_The data_
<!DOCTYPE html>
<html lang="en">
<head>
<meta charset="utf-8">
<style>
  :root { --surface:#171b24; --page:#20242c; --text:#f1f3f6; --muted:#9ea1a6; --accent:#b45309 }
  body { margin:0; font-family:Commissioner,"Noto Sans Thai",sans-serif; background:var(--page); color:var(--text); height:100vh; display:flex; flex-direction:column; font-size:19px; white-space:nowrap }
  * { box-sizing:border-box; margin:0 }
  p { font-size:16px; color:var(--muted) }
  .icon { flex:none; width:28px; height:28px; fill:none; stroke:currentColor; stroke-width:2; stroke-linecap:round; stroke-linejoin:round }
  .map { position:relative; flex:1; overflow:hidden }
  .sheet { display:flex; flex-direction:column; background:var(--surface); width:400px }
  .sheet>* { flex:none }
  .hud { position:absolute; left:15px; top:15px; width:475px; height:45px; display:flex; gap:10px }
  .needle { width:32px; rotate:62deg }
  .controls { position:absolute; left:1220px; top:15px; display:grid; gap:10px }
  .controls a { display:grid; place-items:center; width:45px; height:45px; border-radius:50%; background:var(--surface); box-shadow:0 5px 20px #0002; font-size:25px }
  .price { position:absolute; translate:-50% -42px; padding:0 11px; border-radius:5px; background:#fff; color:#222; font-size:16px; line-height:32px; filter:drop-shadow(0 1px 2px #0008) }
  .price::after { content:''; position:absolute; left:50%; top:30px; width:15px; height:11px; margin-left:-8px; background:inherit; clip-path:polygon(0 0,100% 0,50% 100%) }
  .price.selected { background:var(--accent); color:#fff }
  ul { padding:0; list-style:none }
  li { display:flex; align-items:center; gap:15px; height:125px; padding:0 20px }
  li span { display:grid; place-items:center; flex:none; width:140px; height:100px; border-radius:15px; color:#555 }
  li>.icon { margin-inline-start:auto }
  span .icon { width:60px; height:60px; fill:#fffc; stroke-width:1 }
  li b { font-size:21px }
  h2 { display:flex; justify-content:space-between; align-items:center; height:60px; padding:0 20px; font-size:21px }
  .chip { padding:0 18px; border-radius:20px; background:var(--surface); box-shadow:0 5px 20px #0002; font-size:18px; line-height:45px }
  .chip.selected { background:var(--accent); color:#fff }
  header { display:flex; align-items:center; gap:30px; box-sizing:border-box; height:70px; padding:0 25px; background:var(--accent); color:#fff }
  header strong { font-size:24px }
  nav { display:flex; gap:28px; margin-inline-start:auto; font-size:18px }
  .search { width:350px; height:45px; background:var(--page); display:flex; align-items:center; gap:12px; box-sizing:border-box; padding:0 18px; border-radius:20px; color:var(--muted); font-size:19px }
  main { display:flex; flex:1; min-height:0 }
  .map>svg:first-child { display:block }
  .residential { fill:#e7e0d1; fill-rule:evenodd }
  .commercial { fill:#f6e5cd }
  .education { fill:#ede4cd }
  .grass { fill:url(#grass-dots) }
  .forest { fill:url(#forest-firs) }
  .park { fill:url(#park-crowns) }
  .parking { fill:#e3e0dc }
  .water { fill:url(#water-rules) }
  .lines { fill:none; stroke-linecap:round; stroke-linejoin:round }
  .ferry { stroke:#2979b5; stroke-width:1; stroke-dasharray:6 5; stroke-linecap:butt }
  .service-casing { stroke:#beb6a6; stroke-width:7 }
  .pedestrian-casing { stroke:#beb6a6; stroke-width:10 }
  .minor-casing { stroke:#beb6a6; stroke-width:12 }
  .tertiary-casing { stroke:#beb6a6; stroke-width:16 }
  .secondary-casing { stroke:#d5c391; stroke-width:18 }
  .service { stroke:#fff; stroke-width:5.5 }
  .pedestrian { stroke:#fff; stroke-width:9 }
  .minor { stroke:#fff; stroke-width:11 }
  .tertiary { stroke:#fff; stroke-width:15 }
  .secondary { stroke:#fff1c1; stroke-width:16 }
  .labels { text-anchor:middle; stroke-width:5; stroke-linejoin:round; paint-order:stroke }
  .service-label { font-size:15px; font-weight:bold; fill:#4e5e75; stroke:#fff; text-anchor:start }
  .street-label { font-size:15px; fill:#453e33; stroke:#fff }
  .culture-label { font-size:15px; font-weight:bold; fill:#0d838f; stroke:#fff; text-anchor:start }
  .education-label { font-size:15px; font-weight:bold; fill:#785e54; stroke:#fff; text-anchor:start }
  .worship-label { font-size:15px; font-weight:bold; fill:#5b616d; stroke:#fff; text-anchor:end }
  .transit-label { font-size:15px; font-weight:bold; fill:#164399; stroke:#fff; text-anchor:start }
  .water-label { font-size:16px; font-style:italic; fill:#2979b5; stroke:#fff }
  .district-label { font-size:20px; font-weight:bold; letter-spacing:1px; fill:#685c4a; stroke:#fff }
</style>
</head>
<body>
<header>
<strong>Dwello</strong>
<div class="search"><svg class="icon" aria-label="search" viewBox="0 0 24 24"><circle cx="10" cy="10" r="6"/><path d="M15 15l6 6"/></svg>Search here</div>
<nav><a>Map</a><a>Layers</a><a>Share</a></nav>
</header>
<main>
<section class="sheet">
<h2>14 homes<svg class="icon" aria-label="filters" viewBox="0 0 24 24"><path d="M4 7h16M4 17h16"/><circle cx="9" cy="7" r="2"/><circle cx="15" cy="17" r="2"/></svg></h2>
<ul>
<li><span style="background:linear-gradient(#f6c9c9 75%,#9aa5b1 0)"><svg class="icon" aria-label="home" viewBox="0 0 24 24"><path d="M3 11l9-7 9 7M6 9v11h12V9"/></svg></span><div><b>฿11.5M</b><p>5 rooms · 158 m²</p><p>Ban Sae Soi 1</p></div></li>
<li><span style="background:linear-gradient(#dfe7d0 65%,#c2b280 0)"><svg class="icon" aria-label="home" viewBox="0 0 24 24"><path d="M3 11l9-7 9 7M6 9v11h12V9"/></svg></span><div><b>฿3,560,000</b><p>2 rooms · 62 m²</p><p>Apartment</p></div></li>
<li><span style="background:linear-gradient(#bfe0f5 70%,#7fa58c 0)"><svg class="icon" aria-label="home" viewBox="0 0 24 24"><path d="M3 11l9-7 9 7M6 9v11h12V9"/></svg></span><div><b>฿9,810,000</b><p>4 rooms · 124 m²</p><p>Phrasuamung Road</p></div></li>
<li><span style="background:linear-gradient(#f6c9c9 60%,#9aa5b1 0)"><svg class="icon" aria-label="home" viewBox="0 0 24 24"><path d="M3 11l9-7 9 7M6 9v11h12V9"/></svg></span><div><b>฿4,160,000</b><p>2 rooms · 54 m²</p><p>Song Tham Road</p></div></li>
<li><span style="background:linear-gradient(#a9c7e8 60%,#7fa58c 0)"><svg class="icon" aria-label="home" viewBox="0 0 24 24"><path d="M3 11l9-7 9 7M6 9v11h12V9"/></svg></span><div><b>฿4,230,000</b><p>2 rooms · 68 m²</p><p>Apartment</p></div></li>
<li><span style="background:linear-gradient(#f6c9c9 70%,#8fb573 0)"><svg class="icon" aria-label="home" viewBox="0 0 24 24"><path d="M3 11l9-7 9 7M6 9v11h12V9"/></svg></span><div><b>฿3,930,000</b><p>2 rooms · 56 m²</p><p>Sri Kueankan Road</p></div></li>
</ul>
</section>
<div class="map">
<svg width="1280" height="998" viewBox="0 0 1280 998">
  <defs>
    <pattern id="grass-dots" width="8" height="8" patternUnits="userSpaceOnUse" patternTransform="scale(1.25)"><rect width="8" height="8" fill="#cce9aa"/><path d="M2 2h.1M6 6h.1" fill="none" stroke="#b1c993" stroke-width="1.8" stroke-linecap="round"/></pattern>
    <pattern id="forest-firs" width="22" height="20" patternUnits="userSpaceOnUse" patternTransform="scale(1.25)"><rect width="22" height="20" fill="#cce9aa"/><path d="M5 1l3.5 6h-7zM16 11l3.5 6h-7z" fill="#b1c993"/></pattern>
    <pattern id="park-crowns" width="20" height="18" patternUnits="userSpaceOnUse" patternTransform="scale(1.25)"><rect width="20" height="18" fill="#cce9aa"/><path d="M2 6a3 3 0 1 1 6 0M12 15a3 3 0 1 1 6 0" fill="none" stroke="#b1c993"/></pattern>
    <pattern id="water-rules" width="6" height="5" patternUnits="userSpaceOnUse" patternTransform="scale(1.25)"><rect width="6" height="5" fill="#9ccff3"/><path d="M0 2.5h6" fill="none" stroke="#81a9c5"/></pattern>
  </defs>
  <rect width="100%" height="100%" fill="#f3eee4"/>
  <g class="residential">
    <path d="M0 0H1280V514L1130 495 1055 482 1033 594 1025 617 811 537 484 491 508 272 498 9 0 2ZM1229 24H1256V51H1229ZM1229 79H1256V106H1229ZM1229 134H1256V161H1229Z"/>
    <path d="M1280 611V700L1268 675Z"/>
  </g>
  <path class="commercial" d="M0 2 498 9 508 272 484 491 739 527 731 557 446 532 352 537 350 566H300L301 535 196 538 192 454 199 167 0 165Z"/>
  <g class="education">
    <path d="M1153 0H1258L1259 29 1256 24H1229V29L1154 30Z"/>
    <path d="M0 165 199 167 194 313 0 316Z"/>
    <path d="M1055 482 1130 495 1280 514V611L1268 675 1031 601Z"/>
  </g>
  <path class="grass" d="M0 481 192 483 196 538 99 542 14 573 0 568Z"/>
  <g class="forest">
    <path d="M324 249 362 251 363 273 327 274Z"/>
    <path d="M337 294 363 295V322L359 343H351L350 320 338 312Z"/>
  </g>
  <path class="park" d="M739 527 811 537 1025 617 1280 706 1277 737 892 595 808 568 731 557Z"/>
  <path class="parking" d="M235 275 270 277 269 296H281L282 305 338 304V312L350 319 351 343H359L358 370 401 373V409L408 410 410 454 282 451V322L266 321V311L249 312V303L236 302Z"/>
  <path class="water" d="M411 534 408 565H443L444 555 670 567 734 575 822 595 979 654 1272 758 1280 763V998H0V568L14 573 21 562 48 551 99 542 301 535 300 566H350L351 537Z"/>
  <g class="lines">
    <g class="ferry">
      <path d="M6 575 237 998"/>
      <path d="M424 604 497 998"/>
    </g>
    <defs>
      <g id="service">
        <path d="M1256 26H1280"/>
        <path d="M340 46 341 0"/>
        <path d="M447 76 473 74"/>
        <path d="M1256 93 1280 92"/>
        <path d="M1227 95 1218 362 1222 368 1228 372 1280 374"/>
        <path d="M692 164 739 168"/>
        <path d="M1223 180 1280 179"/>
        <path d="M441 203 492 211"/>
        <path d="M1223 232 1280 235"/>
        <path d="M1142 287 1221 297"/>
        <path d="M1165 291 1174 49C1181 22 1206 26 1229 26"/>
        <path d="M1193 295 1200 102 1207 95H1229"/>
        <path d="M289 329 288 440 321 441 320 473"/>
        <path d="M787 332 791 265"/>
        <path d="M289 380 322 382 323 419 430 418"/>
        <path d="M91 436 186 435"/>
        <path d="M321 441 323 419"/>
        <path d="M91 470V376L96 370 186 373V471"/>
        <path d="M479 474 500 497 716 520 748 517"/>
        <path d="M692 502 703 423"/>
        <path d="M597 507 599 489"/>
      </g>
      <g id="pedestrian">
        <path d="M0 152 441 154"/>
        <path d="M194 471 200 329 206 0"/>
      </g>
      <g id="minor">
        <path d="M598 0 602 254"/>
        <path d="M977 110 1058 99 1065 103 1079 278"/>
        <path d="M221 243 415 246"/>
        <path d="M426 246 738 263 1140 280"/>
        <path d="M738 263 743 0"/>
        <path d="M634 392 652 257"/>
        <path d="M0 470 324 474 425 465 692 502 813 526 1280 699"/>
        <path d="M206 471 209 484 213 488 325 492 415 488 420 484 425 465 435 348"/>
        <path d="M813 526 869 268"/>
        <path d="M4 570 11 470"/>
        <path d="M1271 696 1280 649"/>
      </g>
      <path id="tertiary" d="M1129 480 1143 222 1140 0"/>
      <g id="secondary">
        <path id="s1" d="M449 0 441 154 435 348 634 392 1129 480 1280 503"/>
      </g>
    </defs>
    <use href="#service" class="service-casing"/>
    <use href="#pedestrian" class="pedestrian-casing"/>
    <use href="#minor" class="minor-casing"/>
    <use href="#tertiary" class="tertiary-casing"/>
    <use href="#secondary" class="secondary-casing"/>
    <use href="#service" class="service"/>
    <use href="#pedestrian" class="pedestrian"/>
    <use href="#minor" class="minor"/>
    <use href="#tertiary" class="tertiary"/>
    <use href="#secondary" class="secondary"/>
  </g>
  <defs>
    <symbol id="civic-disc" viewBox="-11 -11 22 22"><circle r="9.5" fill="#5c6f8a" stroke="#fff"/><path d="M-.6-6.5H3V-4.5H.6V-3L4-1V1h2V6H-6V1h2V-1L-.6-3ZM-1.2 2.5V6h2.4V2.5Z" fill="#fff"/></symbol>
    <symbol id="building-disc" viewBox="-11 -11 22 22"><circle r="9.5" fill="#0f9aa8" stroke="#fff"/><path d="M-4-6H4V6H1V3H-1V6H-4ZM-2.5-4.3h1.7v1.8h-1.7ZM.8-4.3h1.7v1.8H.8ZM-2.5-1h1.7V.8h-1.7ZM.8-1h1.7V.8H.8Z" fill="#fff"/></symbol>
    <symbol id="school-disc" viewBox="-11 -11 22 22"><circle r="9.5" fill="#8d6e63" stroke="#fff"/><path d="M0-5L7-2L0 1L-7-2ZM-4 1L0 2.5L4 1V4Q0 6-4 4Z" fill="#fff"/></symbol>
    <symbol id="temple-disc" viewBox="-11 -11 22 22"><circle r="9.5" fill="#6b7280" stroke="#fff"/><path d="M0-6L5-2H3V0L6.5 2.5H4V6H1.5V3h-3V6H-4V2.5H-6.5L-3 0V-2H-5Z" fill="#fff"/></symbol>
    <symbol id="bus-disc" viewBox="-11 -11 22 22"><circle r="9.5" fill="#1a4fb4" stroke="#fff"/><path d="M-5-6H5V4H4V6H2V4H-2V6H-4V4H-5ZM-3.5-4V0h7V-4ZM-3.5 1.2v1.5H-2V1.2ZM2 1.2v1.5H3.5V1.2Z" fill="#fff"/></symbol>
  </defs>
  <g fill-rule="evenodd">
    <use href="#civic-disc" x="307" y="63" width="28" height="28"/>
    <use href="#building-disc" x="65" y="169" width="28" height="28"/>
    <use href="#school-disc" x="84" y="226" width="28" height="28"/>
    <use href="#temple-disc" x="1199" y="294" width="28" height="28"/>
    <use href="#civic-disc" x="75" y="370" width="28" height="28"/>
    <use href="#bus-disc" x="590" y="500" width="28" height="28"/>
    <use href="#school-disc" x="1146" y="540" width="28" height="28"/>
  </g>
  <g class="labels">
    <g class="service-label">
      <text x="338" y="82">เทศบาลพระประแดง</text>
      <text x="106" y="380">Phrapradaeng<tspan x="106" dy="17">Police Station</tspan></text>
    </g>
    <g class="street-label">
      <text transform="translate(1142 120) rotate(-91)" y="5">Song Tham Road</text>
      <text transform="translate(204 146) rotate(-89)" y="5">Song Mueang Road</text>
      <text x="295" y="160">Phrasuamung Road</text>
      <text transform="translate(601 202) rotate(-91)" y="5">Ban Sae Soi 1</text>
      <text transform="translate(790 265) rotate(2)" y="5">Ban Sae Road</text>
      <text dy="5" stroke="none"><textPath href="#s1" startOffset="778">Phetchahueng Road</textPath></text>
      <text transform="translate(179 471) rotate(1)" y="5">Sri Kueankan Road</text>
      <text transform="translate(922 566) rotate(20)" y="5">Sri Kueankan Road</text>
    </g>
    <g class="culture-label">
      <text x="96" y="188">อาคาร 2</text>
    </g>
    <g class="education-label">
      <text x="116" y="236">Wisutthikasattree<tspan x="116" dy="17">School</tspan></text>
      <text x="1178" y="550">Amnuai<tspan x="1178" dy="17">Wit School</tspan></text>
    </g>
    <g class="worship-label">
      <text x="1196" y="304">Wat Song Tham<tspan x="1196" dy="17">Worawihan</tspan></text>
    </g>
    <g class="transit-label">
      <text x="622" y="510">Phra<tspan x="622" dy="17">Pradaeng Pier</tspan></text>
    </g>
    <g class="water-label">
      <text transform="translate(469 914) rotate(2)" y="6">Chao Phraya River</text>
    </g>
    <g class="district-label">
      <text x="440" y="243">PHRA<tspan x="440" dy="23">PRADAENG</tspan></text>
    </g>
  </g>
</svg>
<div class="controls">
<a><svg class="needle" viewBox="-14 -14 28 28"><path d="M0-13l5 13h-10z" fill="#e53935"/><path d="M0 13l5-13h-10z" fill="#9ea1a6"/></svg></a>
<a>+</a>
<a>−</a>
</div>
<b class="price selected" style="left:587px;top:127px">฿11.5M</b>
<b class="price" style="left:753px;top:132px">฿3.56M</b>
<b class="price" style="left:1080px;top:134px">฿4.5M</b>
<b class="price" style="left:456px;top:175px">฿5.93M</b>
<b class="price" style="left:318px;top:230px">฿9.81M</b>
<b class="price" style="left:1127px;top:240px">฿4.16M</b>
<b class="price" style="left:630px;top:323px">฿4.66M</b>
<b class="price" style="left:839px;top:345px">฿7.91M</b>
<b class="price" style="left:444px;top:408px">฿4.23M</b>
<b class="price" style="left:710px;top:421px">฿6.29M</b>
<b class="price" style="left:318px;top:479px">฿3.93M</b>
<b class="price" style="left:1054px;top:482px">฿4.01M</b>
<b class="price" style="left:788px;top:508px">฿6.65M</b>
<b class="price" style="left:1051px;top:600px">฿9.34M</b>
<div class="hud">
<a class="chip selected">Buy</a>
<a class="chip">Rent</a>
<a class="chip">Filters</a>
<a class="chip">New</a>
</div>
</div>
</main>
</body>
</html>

_What needs to be done_
Filter the records above down to the lines that hold the string "body".

_Task response_
  body { margin:0; font-family:Commissioner,"Noto Sans Thai",sans-serif; background:var(--page); color:var(--text); height:100vh; display:flex; flex-direction:column; font-size:19px; white-space:nowrap }
<body>
</body>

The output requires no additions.